The Intel generic HALs provide the following Intel Pentium® Pro and Itanium™ technology MCA-specific interface for drivers:
HalSetSystemInformation can be used to register MCA driver with the HAL.
NTSTATUS
HalSetSystemInformation(
IN HAL_QUERY_INFORMATION_CLASS InformationClass,
IN ULONG BufferSize,
OUT PVOID Buffer,
);
//
// Structure to record the callbacks from driver
//
typedef struct _MCA_DRIVER_INFO {
PDRIVER_EXCPTN_CALLBACK ExceptionCallback; - NULL for Itanium corrected error registration
PKDEFERRED_ROUTINE DpcCallback;
PVOID DeviceContext;
} MCA_DRIVER_INFO, *PMCA_DRIVER_INFO;
Declared in ntddk.h. Include ntddk.h.
HalSetSystemInformation returns STATUS_SUCCESS if the registration is successful.

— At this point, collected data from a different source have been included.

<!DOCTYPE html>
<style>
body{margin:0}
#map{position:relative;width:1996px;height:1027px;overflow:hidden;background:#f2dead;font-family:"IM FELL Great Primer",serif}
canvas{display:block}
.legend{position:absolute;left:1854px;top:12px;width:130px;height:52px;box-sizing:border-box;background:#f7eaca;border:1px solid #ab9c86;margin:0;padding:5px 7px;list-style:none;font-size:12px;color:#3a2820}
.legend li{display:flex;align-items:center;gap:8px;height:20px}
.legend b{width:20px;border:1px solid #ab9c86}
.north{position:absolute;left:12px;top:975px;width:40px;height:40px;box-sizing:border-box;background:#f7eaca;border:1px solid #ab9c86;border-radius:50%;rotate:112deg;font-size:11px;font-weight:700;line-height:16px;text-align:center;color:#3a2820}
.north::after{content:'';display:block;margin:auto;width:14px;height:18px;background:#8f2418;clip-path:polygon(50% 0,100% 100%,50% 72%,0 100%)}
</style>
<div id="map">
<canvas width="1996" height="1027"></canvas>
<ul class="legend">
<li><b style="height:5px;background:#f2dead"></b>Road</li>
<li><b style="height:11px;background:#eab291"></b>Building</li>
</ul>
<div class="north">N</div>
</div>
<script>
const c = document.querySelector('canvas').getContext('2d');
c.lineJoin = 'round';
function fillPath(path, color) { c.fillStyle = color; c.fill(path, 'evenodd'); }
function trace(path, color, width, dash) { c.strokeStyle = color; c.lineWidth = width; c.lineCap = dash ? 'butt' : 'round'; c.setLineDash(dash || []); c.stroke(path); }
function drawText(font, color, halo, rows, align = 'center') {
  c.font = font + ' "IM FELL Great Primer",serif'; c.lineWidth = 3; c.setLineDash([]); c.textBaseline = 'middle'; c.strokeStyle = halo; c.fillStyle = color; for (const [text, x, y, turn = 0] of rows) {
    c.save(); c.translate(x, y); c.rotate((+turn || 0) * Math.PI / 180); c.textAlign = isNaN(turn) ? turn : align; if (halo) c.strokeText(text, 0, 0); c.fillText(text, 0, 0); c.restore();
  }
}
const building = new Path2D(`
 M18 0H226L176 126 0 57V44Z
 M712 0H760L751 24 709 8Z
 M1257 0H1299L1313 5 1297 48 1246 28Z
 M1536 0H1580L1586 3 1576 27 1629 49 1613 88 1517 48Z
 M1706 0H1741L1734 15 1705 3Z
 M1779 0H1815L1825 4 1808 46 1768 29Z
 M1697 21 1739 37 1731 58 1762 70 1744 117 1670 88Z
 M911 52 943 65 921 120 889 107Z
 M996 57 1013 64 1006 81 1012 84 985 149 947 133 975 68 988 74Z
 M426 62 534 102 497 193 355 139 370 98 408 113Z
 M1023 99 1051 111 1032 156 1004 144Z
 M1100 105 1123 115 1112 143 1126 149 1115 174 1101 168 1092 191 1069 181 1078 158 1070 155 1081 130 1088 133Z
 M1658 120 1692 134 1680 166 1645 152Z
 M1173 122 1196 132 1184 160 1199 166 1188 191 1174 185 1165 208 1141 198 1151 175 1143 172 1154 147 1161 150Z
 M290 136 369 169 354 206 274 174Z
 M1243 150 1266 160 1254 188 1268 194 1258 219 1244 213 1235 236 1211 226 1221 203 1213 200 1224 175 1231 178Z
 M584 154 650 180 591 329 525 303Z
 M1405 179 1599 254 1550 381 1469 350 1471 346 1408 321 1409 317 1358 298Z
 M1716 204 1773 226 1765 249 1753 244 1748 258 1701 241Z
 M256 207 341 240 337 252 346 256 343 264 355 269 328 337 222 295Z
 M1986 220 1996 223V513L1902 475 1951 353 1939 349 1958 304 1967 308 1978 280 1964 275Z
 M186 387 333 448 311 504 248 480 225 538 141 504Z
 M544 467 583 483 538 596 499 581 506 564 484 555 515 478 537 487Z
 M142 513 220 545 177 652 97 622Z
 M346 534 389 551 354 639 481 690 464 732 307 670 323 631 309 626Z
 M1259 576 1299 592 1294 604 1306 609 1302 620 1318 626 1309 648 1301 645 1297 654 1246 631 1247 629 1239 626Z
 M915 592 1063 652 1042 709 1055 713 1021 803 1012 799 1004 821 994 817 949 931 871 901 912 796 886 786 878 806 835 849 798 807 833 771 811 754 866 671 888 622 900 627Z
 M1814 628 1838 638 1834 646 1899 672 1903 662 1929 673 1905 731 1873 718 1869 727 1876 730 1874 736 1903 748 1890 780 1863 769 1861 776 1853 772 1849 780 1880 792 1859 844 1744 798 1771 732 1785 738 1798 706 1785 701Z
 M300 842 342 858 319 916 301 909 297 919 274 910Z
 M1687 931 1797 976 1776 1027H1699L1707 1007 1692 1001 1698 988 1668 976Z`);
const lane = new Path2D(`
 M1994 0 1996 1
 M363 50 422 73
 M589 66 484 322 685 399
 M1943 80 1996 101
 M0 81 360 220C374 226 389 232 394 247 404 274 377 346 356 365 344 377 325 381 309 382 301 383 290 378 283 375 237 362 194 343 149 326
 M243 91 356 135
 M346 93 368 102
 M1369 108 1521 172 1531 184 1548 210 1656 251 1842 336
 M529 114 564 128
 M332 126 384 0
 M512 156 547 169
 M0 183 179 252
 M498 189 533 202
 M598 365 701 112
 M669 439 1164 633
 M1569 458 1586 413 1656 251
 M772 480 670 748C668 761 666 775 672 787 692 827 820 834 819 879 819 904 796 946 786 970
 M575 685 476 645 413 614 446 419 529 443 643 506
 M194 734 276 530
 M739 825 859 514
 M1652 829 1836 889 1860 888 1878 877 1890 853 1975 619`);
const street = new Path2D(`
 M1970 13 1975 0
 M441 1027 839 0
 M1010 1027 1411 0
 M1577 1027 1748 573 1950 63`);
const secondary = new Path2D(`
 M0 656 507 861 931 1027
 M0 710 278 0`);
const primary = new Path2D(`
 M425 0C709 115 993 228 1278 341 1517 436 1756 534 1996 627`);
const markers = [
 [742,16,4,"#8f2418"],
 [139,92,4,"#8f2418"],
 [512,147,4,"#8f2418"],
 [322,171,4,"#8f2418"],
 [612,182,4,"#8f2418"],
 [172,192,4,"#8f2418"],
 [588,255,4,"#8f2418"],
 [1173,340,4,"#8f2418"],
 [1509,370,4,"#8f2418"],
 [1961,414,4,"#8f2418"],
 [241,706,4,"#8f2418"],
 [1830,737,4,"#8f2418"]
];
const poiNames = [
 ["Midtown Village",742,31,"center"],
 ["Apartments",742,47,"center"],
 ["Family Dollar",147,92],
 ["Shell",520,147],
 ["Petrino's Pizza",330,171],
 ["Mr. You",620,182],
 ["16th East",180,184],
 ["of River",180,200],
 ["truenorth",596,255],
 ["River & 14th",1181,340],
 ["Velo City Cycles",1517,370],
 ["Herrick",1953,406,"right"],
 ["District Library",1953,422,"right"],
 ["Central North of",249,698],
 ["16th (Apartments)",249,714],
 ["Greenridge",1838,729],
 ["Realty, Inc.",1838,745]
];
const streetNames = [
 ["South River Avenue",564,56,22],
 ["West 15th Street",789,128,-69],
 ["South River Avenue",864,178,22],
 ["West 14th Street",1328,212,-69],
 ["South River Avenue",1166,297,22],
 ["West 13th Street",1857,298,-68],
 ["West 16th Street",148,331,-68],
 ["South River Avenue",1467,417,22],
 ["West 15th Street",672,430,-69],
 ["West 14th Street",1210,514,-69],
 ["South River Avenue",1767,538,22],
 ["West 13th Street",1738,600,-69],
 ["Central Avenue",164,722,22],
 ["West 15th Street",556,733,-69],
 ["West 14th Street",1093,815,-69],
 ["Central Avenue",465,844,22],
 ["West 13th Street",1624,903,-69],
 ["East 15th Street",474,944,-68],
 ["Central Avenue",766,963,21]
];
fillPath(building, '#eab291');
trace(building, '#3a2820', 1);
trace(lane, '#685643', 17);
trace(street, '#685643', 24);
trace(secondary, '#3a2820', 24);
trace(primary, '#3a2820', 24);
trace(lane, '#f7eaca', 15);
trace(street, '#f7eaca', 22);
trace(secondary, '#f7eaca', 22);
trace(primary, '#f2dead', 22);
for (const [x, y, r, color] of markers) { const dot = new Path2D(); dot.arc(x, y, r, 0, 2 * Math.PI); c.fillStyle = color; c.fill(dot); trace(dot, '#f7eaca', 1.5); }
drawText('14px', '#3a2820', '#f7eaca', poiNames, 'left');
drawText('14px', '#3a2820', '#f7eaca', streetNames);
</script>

HalSetSystemInformation must be called before an MCA driver can use any of the other interface routines. Only one MCA driver can be registered with the HAL at any given time.
HalQuerySystemInformation can be used to read MCA banks' status registers.
NTSTATUS
HalQuerySystemInformation(
IN HAL_QUERY_INFORMATION_CLASS InformationClass,
IN ULONG BufferSize,
OUT PVOID Buffer,
OUT PULONG ReturnedLength
);
typedef union _MCI_STATS {
struct {
USHORT McaCod;
USHORT MsCod;
ULONG OtherInfo : 25;
ULONG Damage : 1;
ULONG AddressValid : 1;
ULONG MiscValid : 1;
ULONG Enabled : 1;
ULONG UnCorrected : 1;
ULONG OverFlow : 1;
ULONG Valid : 1;
} MciStats;
ULONGLONG QuadPart;
} MCI_STATS, *PMCI_STATS;
typedef union _MCI_ADDR{
struct {
ULONG Address;
ULONG Reserved;
} MciAddr;
ULONGLONG QuadPart;
} MCI_ADDR, *PMCI_ADDR;
typedef struct _MCA_EXCEPTION {
ULONG VersionNumber; // Version number of this record type
MCA_EXCEPTION_TYPE ExceptionType; // MCA or MCE
LARGE_INTEGER TimeStamp; // exception recording timestamp
ULONG ProcessorNumber;// processor number
union {
struct {
UCHAR BankNumber; // bank number
MCI_STATS Status;
MCI_ADDR Address;
ULONGLONG Misc;
} Mca;
struct {
ULONGLONG McAddress; // physical address for the cycle causing the error
ULONGLONG McType; // cycle specification causing the error
} Mce;
} u;
} MCA_EXCEPTION, *PMCA_EXCEPTION;
Declared in ntddk.h. Include ntddk.h.
HalQuerySystemInformation returns STATUS_SUCCESS if an error log exists.
This function returns the first error. It is the MCA driver's responsibility to call this routine again to see if there are any more errors available.